*** Records for this exercise ***
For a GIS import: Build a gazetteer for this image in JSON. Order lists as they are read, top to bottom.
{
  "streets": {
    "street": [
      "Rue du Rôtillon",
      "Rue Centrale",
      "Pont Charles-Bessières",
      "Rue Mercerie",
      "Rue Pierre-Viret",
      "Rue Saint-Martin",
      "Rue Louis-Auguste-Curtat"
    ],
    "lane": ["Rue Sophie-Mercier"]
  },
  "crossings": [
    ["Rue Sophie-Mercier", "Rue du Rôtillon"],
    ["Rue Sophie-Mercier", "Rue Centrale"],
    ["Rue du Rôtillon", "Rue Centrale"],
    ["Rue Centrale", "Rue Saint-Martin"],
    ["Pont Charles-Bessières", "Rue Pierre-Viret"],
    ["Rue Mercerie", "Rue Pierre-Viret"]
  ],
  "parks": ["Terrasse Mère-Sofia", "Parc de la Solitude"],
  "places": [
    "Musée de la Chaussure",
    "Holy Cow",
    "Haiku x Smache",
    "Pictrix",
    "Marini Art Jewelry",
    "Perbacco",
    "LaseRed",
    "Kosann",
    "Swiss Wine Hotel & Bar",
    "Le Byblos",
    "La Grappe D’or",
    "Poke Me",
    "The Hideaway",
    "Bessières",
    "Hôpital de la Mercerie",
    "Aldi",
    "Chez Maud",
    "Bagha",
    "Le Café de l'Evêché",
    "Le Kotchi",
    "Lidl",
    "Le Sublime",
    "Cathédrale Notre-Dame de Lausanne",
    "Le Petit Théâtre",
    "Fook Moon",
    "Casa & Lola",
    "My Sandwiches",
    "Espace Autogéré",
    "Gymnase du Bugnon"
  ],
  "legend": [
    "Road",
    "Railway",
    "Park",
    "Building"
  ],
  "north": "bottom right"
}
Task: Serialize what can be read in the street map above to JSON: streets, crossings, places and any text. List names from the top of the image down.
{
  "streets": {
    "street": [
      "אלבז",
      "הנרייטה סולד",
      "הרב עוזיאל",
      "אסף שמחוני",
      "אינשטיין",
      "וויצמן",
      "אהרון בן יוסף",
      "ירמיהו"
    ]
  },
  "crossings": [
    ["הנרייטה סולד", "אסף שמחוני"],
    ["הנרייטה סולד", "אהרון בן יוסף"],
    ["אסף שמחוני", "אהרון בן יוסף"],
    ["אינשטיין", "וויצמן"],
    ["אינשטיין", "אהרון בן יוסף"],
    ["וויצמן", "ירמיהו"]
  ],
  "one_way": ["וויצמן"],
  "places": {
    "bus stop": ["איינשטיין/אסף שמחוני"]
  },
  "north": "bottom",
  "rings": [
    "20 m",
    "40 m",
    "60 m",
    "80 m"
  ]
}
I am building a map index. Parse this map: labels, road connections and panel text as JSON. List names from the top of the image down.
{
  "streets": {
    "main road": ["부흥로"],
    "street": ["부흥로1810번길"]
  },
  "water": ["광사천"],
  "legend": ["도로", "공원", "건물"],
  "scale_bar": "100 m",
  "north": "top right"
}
*** End of Records for this exercise ***
Task directions | An exact transcription of every record above is required.

Answer box |
For a GIS import: Build a gazetteer for this image in JSON. Order lists as they are read, top to bottom.
{
  "streets": {
    "street": [
      "Rue du Rôtillon",
      "Rue Centrale",
      "Pont Charles-Bessières",
      "Rue Mercerie",
      "Rue Pierre-Viret",
      "Rue Saint-Martin",
      "Rue Louis-Auguste-Curtat"
    ],
    "lane": ["Rue Sophie-Mercier"]
  },
  "crossings": [
    ["Rue Sophie-Mercier", "Rue du Rôtillon"],
    ["Rue Sophie-Mercier", "Rue Centrale"],
    ["Rue du Rôtillon", "Rue Centrale"],
    ["Rue Centrale", "Rue Saint-Martin"],
    ["Pont Charles-Bessières", "Rue Pierre-Viret"],
    ["Rue Mercerie", "Rue Pierre-Viret"]
  ],
  "parks": ["Terrasse Mère-Sofia", "Parc de la Solitude"],
  "places": [
    "Musée de la Chaussure",
    "Holy Cow",
    "Haiku x Smache",
    "Pictrix",
    "Marini Art Jewelry",
    "Perbacco",
    "LaseRed",
    "Kosann",
    "Swiss Wine Hotel & Bar",
    "Le Byblos",
    "La Grappe D’or",
    "Poke Me",
    "The Hideaway",
    "Bessières",
    "Hôpital de la Mercerie",
    "Aldi",
    "Chez Maud",
    "Bagha",
    "Le Café de l'Evêché",
    "Le Kotchi",
    "Lidl",
    "Le Sublime",
    "Cathédrale Notre-Dame de Lausanne",
    "Le Petit Théâtre",
    "Fook Moon",
    "Casa & Lola",
    "My Sandwiches",
    "Espace Autogéré",
    "Gymnase du Bugnon"
  ],
  "legend": [
    "Road",
    "Railway",
    "Park",
    "Building"
  ],
  "north": "bottom right"
}
Task: Serialize what can be read in the street map above to JSON: streets, crossings, places and any text. List names from the top of the image down.
{
  "streets": {
    "street": [
      "אלבז",
      "הנרייטה סולד",
      "הרב עוזיאל",
      "אסף שמחוני",
      "אינשטיין",
      "וויצמן",
      "אהרון בן יוסף",
      "ירמיהו"
    ]
  },
  "crossings": [
    ["הנרייטה סולד", "אסף שמחוני"],
    ["הנרייטה סולד", "אהרון בן יוסף"],
    ["אסף שמחוני", "אהרון בן יוסף"],
    ["אינשטיין", "וויצמן"],
    ["אינשטיין", "אהרון בן יוסף"],
    ["וויצמן", "ירמיהו"]
  ],
  "one_way": ["וויצמן"],
  "places": {
    "bus stop": ["איינשטיין/אסף שמחוני"]
  },
  "north": "bottom",
  "rings": [
    "20 m",
    "40 m",
    "60 m",
    "80 m"
  ]
}
I am building a map index. Parse this map: labels, road connections and panel text as JSON. List names from the top of the image down.
{
  "streets": {
    "main road": ["부흥로"],
    "street": ["부흥로1810번길"]
  },
  "water": ["광사천"],
  "legend": ["도로", "공원", "건물"],
  "scale_bar": "100 m",
  "north": "top right"
}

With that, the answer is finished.